His muscles burned as he straightened, not missing a stride. Sweat and blood stung his eyes. He wiped his forehead, clearing his vision. Dozens of Thyrian soldiers ran through the burning cars littering Imperial Avenue in front of the Palace. They were pushing back a panicked mob, but without using any magic-powered guns. Jaysynn could almost blend in with the dark green uniforms.
As he approached the four-lane street, cutting through the panicking crowd, he leaped onto the trunk of a car. He sprang to another car, barely avoiding the flames consuming it. Now people noticed him. Citizens cursed at him. Soldiers demanded he stop. Jaysynn ignored them all. Like a frog jumping from one lily pad to another, Jaysynn leaped to the next car, narrowly dodging soldiers’ hands. He jumped onto one more and then onto the sidewalk in front of the Palace’s steel gates. On either side of the twelve-foot gateway were bronze statues of the mighty Thyr preparing to throw a thunderbolt like a spear.
Jaysynn was surrounded by soldiers. He pulled off his blood-soaked hood and turned to face them. Their eyes widened. “Stop staring and protect the Palace!” he ordered, pointing at the crowd. They quickly obeyed.
“Prince Jaysynn!” called a familiar voice.
The young man looked to his right. A tall man wearing a tattered black Thyrian military uniform approached him. He was a general; only generals wore black. His chiseled face bore crimson dents. Slate-gray eyes commanded Jaysynn to stand still. White-speckled dark blonde hair hid under his glossy cap. His name—Gen. Xander Dracon—was stitched in white letters above his ribbons.

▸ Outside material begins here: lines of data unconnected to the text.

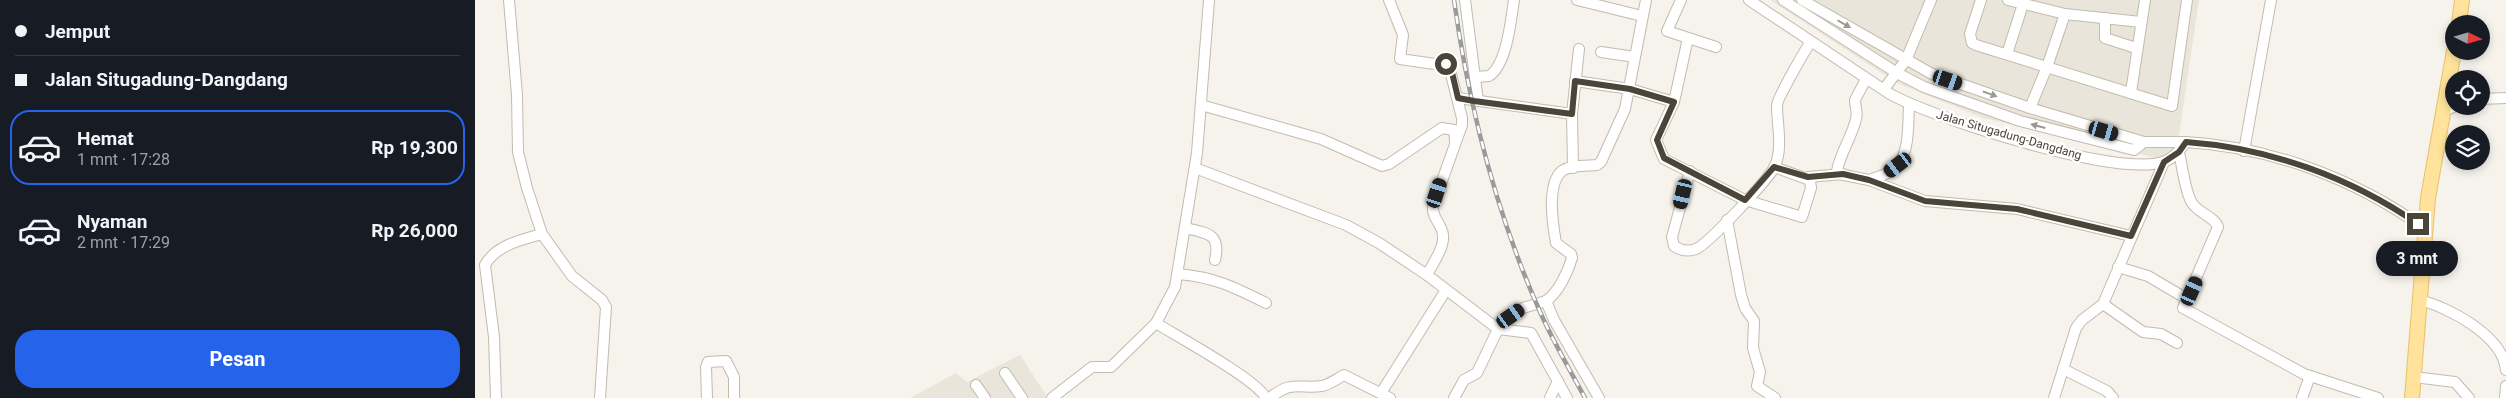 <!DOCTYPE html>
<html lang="id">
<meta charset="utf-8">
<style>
body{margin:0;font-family:Roboto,sans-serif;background:#242831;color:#f1f3f6;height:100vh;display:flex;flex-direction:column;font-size:19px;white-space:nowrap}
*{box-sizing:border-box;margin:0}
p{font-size:16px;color:#9ea1a6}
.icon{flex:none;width:28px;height:28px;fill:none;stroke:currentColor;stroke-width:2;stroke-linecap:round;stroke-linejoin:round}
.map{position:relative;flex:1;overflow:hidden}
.panel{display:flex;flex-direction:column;background:#171b24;width:475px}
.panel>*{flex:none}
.banner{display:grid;align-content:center;height:110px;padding:0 15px;background:#171b24}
.needle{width:32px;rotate:95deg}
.controls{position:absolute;left:1970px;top:15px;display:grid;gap:10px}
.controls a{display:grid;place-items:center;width:45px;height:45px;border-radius:50%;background:#171b24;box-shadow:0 2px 8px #0003;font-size:25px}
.end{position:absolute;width:22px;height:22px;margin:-11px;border:6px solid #4b4439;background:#fff;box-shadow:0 0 0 2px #fff}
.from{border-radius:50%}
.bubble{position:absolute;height:35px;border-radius:18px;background:#171b24;box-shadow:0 2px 8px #0003;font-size:16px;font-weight:700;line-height:35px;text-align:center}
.car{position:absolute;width:15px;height:30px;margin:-15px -8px;border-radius:6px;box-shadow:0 0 4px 1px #0007;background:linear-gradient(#222 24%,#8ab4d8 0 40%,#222 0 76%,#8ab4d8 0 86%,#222 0)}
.banner b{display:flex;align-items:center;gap:18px;height:48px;font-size:19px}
.banner b+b{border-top:1px solid #363941}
.banner i{width:12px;height:12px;background:#f1f3f6}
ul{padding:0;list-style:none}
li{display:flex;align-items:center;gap:15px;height:75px;margin:0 10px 8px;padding:0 5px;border:2px solid transparent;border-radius:20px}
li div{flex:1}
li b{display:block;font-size:19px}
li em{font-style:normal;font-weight:700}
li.on{border-color:#2563eb}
li>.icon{width:45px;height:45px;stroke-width:1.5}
.cta{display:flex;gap:10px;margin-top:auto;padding:10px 15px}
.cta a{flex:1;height:58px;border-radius:20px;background:#2563eb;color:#fff;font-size:20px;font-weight:700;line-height:58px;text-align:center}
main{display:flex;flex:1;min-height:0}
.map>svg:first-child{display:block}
.residential{fill:#eae5da}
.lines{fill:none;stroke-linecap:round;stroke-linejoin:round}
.minor-casing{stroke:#c2bbae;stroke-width:12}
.major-casing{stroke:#e6c16a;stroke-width:16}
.minor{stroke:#fff;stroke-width:10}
.major{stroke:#ffe39c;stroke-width:14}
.rail-casing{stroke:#9a9a9a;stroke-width:4.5}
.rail{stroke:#fff;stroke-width:2.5;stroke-dasharray:8;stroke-linecap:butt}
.oneway{fill:#9c9892}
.route{stroke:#4b4439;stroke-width:6}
.labels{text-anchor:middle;stroke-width:5;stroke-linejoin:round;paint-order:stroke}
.street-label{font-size:12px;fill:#4b4439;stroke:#fff}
</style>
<main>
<section class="panel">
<div class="banner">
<b><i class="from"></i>Jemput</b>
<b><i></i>Jalan Situgadung-Dangdang</b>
</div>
<ul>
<li class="on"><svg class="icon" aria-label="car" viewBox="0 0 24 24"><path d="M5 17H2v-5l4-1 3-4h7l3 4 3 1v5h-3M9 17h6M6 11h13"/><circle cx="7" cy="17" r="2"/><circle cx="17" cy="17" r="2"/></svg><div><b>Hemat</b><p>1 mnt · 17:28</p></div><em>Rp 19,300</em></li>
<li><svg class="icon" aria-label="car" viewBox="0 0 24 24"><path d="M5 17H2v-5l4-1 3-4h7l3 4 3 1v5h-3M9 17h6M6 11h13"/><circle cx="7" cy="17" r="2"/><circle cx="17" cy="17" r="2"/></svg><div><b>Nyaman</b><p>2 mnt · 17:29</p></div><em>Rp 26,000</em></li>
</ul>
<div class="cta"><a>Pesan</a></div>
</section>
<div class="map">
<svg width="2031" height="398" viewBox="0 0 2031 398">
<rect width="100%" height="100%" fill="#f6f3ec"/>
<!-- residential -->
<g class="residential">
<path d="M1295 0H1724L1700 162 1508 118 1422 83Z"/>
<path d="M545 355 573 398H435L481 373 492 382Z"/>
</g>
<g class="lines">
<defs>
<g id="minor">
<path d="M34 0 42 95 43 152 52 188 67 234 97 276 127 300 131 307 125 398"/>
<path d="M914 0 928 35 925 59 974 66 987 118V125L958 206C957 215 962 220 966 228 974 243 958 262 952 275"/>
<path d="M990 0 1003 101"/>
<path d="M1102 0 1167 16"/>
<path d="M1206 0 1192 31 1241 47"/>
<path d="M1274 0 1415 94C1461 119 1640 177 1688 162 1698 159 1705 150 1711 142 1796 147 1881 179 1950 229"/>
<path d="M1308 0 1422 73 1449 87 1545 121 1659 150 1669 142"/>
<path d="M1327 0 1457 74 1555 108 1669 142H1711"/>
<path d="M1506 0 1495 34 1497 43 1501 45 1697 106 1712 0"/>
<path d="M1533 0 1590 14 1666 22"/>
<path d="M1630 18V38L1661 48"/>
<path d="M1213 38 1199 102 1181 140 1189 159 1270 200 1327 217 1336 188 1335 180 1299 167"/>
<path d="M1126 52 1160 57"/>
<path d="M1532 54 1548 4"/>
<path d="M1001 77 1014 76C1032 65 1036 19 1039 0"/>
<path d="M1391 79 1380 100C1380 107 1383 112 1381 119 1377 137 1365 153 1362 171L1364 174 1394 180 1450 201 1542 209 1656 236"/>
<path d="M1100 81 1155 89 1199 102"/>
<path d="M1409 89 1431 60 1456 0"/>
<path d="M1656 92 1670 0"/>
<path d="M983 98 1097 114 1104 49"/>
<path d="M2006 99 2031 98"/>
<path d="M726 105 846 139 907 166 914 164 967 128 979 130 980 141"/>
<path d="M1555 108 1572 67 1590 14"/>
<path d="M1969 111 1981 106"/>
<path d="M1097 114 1098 168"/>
<path d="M1769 151 1796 0"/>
<path d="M1704 152C1707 165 1710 192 1717 203 1723 213 1740 217 1743 227L1708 308 1829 374 1903 398"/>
<path d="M720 168 871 225 904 243 952 275 1023 329 1056 333 1092 398"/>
<path d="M1215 171 1197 237 1199 246C1205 250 1213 252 1221 249 1233 244 1294 179 1300 166 1308 147 1302 125 1302 105 1302 99 1331 48 1336 42"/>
<path d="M1333 177 1368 174"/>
<path d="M1394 180C1403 177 1415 174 1422 166 1435 152 1433 122 1434 104"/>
<path d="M1252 220 1266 295 1270 308 1279 321 1278 348 1285 372 1282 386 1300 398"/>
<path d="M710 228C733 233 746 234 740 260"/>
<path d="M1643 267 1673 276 1712 299"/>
<path d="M703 274C739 277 759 287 791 303"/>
<path d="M1944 300C1974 307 2028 336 2031 370"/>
<path d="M1628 304 1668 332 1686 334 1702 343"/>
<path d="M681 323C703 337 781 379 791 398"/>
<path d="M1588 369 1632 391 1638 398"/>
<path d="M530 373 547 398"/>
<path d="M1939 377 1980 382 1994 398"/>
<path d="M501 385 510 398"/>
<path d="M906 393 971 290"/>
<path d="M21 398 19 337 10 265C21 245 46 240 67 234"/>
<path d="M232 398 231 367 233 362 251 361 259 377V398"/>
<path d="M577 398 617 367H636L681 323 700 287 722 153 734 0"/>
<path d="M795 398C816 380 824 389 847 386 854 385 863 378 869 375L915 398"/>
<path d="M979 398 989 380 1002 373 1023 329 1048 308 1071 301"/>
<path d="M1075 398 1083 381"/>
<path d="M1124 398 1079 320 1071 301C1083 293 1093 272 1097 258L1096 254 1081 243C1078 226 1071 184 1087 171 1095 165 1112 166 1122 165L1126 162 1150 109 1171 0"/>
<path d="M1579 398 1601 328 1607 320 1628 304 1689 162"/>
<path d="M1827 398 1835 376"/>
<path d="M2030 398 2031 386"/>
</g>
<g id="major">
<path d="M1984 24 1987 0"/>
<path d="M1937 398 1953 198 1979 51"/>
</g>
</defs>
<!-- minor casing -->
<use href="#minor" class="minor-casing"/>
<!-- major casing -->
<use href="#major" class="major-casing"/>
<!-- minor -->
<use href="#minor" class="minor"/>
<!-- major -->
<use href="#major" class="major"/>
<defs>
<path id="rail" d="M979 0C994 107 1022 216 1066 314 1079 343 1095 370 1110 398"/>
</defs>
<!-- rail casing -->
<use href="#rail" class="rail-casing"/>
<!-- rail -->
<use href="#rail" class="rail"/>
</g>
<!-- one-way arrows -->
<defs><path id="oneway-solid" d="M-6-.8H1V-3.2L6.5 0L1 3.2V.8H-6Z" transform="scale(1.25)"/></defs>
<g class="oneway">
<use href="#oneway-solid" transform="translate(1369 24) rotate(30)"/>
<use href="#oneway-solid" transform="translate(1515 94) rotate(19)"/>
<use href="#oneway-solid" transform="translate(1563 126) rotate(-165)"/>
</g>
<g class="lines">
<!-- route -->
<path class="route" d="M971 64 976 68 983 98 999 101 1097 114 1100 81 1155 89 1199 102 1182 140 1189 158 1270 200 1299 167 1333 177 1368 174 1394 180 1450 201 1542 209 1656 236 1689 162 1704 152 1711 142C1794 148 1875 177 1943 224"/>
</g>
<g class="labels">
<!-- street labels -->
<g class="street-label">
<text transform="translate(1534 135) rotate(16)" y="4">Jalan Situgadung-Dangdang</text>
</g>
</g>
</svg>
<div class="controls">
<a><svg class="needle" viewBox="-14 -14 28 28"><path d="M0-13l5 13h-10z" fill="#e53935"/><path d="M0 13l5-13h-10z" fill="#9ea1a6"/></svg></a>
<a><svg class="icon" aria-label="locate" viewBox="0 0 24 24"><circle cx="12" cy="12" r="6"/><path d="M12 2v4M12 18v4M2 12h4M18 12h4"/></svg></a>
<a><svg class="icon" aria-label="layers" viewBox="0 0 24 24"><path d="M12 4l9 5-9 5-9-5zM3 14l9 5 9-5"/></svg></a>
</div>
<i class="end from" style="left:971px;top:64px"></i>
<i class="end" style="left:1943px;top:224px"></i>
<div class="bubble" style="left:1901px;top:241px;width:82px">3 mnt</div>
<i class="car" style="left:1473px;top:80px;rotate:109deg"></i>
<i class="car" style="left:1629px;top:131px;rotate:106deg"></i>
<i class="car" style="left:1423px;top:165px;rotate:233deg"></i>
<i class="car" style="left:962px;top:193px;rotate:18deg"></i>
<i class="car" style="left:1208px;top:194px;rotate:193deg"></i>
<i class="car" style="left:1717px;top:291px;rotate:24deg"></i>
<i class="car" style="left:1036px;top:316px;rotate:55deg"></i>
</div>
</main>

“I feared you were still inside,” Dracon said.
“Where is my family?” Jaysynn demanded.
“They’ve not come out.”
“Then get them out!”
“I can’t spare any men to send into the Palace,” replied Dracon, motioning toward the chaos before them.
Jaysynn closed his eyes and clenched his fists. Without thinking, he started climbing the Palace gates. Dracon tried to grab him, but the prince quickly climbed beyond his reach.
“What are you doing?” shouted Dracon.
Jaysynn reached the top of the gate and slid down the other side. He looked the general in the eye. “Saving my family.”